Just for fun, let's have a look at who could have hosted this instead:

What, you had a year to plan this year's show and you couldn't book Denis Leary? The man lives and breathes sports, he's engaging, and he can be bitingly hilarious. He'd be perfect. (Also, I recently found out that he's related to Conan O'Brien. It's win-win-win!)

Dean Winters recently returned to 30 Rock. You're telling me we couldn't get him onstage in character as Dennis Duffy wearing a variety of hockey jerseys? He could try to sell a beeper to Gordie Howe!

Las Vegas is full of celebrity impersonators, or at least that's what it looks like on TV. I'm sure if we look hard enough and sift through a sea of fake Elvises, Lucille Balls, and Kardashian sisters, we'll eventually find someone who gets paid to look and sound just like Gary Bettman.

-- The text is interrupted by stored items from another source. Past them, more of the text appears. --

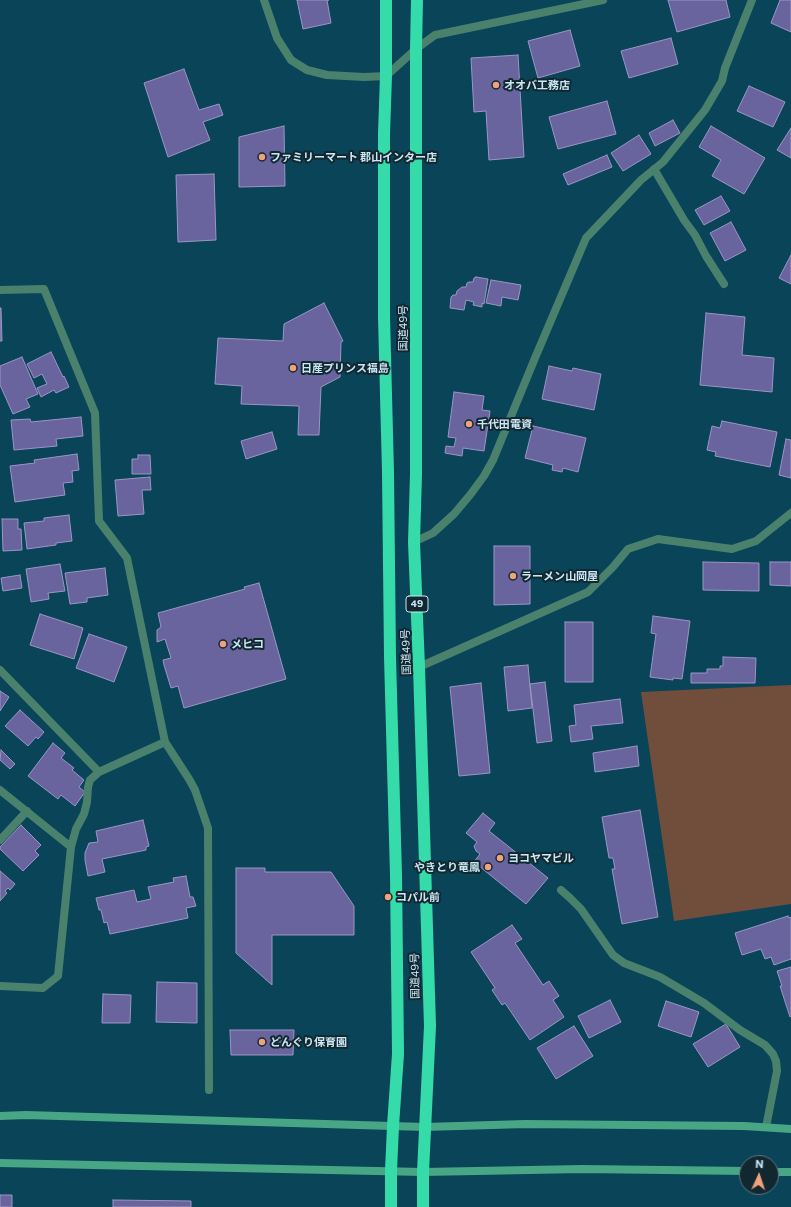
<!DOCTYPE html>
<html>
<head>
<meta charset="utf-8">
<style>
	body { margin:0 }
	#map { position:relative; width:791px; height:1207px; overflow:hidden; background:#094459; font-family:Commissioner,sans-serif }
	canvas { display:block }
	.north { position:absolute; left:739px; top:1155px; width:40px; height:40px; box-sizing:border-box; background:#122831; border:1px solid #5c747f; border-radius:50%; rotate:3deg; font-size:11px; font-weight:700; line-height:16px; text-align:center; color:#cce7f4 }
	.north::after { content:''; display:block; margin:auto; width:14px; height:18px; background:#f0a27a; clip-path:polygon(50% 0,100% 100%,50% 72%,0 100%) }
</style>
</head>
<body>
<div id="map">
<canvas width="791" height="1207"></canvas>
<div class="north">N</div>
</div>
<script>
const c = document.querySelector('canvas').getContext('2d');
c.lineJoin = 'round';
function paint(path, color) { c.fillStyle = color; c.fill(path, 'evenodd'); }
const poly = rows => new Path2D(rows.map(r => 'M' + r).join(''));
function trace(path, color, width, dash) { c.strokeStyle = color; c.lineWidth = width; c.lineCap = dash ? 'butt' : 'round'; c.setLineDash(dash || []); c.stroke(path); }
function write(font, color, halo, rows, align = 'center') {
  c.font = font + ' Commissioner,"Noto Sans JP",sans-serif'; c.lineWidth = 4; c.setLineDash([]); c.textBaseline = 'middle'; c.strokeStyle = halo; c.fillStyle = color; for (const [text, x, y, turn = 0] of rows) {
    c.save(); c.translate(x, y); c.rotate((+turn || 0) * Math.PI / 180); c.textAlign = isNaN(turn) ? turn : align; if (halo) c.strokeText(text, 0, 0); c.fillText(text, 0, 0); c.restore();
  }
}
const green = poly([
	[791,685,791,904,674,921,641,692]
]);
const building = poly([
	[297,0,329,0,327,0,331,23,303,29,297,0],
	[668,0,726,0,730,17,677,32,668,0],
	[780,0,791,0,791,32,771,23,780,0],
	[570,30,580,66,538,78,528,41,570,30],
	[671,38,678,64,629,78,621,51,671,38],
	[518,55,524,157,489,160,486,111,474,112,471,58,518,55],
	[184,69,199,110,219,104,223,115,203,122,210,140,168,157,144,83,184,69],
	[749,86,785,102,773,127,737,111,749,86],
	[607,101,616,134,558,149,549,117,607,101],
	[673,120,680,133,655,146,649,133,673,120],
	[284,126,285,186,239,187,239,137,284,126],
	[711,126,765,158,744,194,712,176,721,160,699,147,711,126],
	[791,128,791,158,777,150,791,128],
	[639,135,651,154,623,171,611,153,639,135],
	[607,155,612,167,568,185,563,174,607,155],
	[214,174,216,240,178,242,176,175,214,174],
	[721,196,730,211,704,225,695,210,721,196],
	[731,222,746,250,725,261,710,233,731,222],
	[791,255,791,284,779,278,791,255],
	[476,277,488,279,484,304,482,303,482,307,473,305,474,302,466,300,464,310,450,308,451,297,453,295,456,295,457,291,462,287,466,287,467,283,469,282,473,282,474,278,476,277],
	[491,280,521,285,518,300,502,297,501,306,486,303,491,280],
	[324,303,343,341,341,342,340,377,321,387,319,435,298,435,299,406,241,404,242,386,215,384,218,338,283,341,284,324,324,303],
	[0,308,1,308,2,341,0,341,0,308],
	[706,313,745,317,742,355,774,358,772,392,700,385,706,313],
	[51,352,63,377,64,376,69,387,56,393,54,390,41,397,37,388,47,384,42,374,34,378,27,364,51,352],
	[22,357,38,394,26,399,30,407,13,414,0,385,0,366,22,357],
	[549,366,572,371,573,368,601,374,594,410,542,399,549,366],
	[454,392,484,396,482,410,490,411,484,451,463,448,462,456,445,453,446,446,454,447,456,438,448,437,454,392],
	[81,417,83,436,56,439,57,446,14,450,11,420,30,419,31,422,81,417],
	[722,421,777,432,770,467,715,456,716,452,707,450,712,426,720,428,722,421],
	[533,426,586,438,578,472,563,468,562,472,552,470,553,465,525,458,533,426],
	[272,432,277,449,246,459,241,441,272,432],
	[786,439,791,440,791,478,779,475,786,439],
	[77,454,79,470,72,471,73,482,63,483,65,495,15,502,10,466,35,463,34,460,77,454],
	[138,455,150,455,151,474,132,474,132,459,138,459,138,455],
	[150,477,151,490,142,490,144,514,118,516,115,480,150,477],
	[69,515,72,541,56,543,56,545,27,549,24,523,44,521,44,518,69,515],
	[2,519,18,519,18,529,21,529,22,550,3,551,2,519],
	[494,546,530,546,530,604,494,605,494,546],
	[703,562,759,563,759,591,703,590,703,562],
	[770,562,791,562,791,586,770,585,770,562],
	[60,564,65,591,48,593,49,599,31,602,26,569,60,564],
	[105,568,108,595,87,598,87,602,70,604,65,573,105,568],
	[20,575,22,588,3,591,1,578,20,575],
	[259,583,286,679,184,708,178,686,171,688,164,665,163,660,171,658,165,639,157,642,157,630,161,627,158,613,245,589,244,587,259,583],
	[40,614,83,628,74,659,30,645,40,614],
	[653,616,690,621,682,679,673,678,673,680,650,677,656,634,651,633,653,616],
	[565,622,593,622,593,682,565,682,565,622],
	[89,634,127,647,114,682,76,668,89,634],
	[723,657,756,658,755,683,691,683,691,673,707,673,707,669,720,669,720,666,723,666,723,657],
	[528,665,532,708,508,711,504,667,528,665],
	[545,682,552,741,537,743,530,684,545,682],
	[481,683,490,773,459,776,450,687,481,683],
	[0,691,9,697,0,711,0,691],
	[620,699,623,723,591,726,593,739,571,742,569,726,576,725,574,705,620,699],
	[20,710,44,732,38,739,36,737,28,746,5,726,20,710],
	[53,743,65,753,61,758,74,768,72,770,84,780,79,787,85,792,75,806,61,795,58,799,28,776,53,743],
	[637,746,639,766,595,772,593,753,637,746],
	[1,750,15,764,10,769,0,760,1,750],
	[640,810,658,917,622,924,612,869,615,869,613,858,609,858,602,817,640,810],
	[483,813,495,823,489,831,548,878,526,904,474,862,480,854,476,851,474,846,477,842,466,833,483,813],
	[143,820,149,846,146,847,146,850,102,859,105,872,88,876,85,860,85,853,89,843,98,842,96,831,143,820],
	[21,825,41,845,35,851,39,855,23,871,0,849,0,847,21,825],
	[236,868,265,868,265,872,331,872,354,906,354,935,272,935,272,985,236,953,236,868],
	[0,871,15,884,10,890,8,888,5,891,7,893,0,901,0,871],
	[186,876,190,897,193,897,196,906,186,908,188,918,110,934,107,922,104,923,101,910,99,910,96,898,134,890,137,902,151,899,148,887,174,882,173,878,186,876],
	[788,916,789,918,791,917,791,959,774,965,771,957,765,959,761,949,742,955,735,933,788,916],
	[512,925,522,939,515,943,543,985,549,981,559,996,553,1000,564,1017,530,1040,505,1003,502,1005,492,990,495,988,471,952,512,925],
	[791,967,791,1016,790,1017,780,986,782,986,777,971,791,967],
	[157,982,197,983,197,1023,156,1022,157,982],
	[103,994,131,995,130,1023,102,1023,103,994],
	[610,1000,621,1022,589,1038,578,1016,610,1000],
	[666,1001,699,1012,691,1037,658,1026,666,1001],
	[726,1024,740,1047,708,1067,693,1044,726,1024],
	[574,1026,593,1056,556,1079,537,1048,574,1026],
	[230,1030,294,1030,293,1055,231,1055,230,1030],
	[0,1195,12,1195,12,1207,0,1207,0,1195],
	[113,1200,191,1201,191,1207,113,1207,113,1200]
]);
const street = poly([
	[264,0,277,38,291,60,307,70,327,75,364,77,386,76,416,49,435,35,603,0],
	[654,169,684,220,695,235,706,256,724,284],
	[0,290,44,289,95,413,99,521,127,558,165,742,189,779,195,790,208,828,209,1090],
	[414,542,433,533,454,514,470,495,484,476,493,460,535,358,586,238,641,180,663,162,705,110,722,81,725,68,752,0],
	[419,667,588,592,613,567,628,549,658,539,732,549,756,541,791,513],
	[0,670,99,772,165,742],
	[0,790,71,847],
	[0,840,27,811],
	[561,890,570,898,581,909,613,955,624,963,660,977,704,1003,740,1030,765,1045,773,1054,776,1061,777,1071,766,1127],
	[0,986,43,988,58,976,71,847,76,829,84,814,87,802,88,787,90,780,99,772]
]);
const secondary = poly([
	[0,1116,26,1115,425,1127,525,1124,744,1126,791,1129],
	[0,1163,423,1172,582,1169,747,1171],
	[771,1172,791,1172]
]);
const highway = poly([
	[386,0,386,76,384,134,384,317,388,472,390,657,396,875,398,1054,393,1126,391,1171,391,1207],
	[417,0,416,49,416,474,414,542,419,667,430,1026,423,1172,423,1207]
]);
const markers = [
	[496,85,4,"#f0a27a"],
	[262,157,4,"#f0a27a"],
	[293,368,4,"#f0a27a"],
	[469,424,4,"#f0a27a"],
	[513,576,4,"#f0a27a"],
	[223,644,4,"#f0a27a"],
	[500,858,4,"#f0a27a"],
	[488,867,4,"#f0a27a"],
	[388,897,4,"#f0a27a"],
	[262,1042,4,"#f0a27a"]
];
const shields = [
	[417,604,22]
];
const shieldNames = [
	["49",417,604]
];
const poiNames = [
	["オオバ工務店",504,85],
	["ファミリーマート 郡山インター店",270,157],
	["日産プリンス福島",301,368],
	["千代田電資",477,424],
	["ラーメン山岡屋",521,576],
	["メヒコ",231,644],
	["ヨコヤマビル",508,858],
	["やきとり竜鳳",480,867,"right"],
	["コパル前",396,897],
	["どんぐり保育園",270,1042]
];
const streetNames = [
	["国道49号",403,328,-90],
	["国道49号",406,652,-92],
	["国道49号",415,976,-91]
];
paint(green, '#714e3c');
paint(building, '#6a649e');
trace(building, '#9a96c4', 1);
trace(street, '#4a816c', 8);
trace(secondary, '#48a685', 8);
trace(highway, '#36dbaa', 12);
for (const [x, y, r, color] of markers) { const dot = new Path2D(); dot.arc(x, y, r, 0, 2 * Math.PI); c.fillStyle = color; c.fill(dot); trace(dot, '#122831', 1.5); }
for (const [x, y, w] of shields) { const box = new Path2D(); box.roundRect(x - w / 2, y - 8, w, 16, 3); c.fillStyle = '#122831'; c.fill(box); trace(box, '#cce7f4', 1); }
write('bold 10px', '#cce7f4', null, shieldNames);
write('bold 11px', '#cce7f4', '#122831', poiNames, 'left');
write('11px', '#cce7f4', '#122831', streetNames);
</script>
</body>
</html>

Or why not hire from within? A former NHL star like Marc Messier loves the sound of applause. A former NHL star like Jeremy Roenick loves the sound of his own voice. As long as you don't lose track of Paul Bissonnette the instant he steps off a plane in Vegas, he'd make a great host. It might not be a family-friendly telecast but what's funnier than a current NHL star who spends most of his time on the bench emceeing a show honouring hockey's best and most productive?

I've got a few ideas bouncing around about this awards show. Maybe the NHL forgot that they have a crazy TV fan to deal with.


  1. This comment has been removed by the author.

  2. Two words: Ricky. Gervais.

  3. They got Jay Mohr. Wishing for Ricky Gervais is like having a bicycle and wishing for a rocket ship.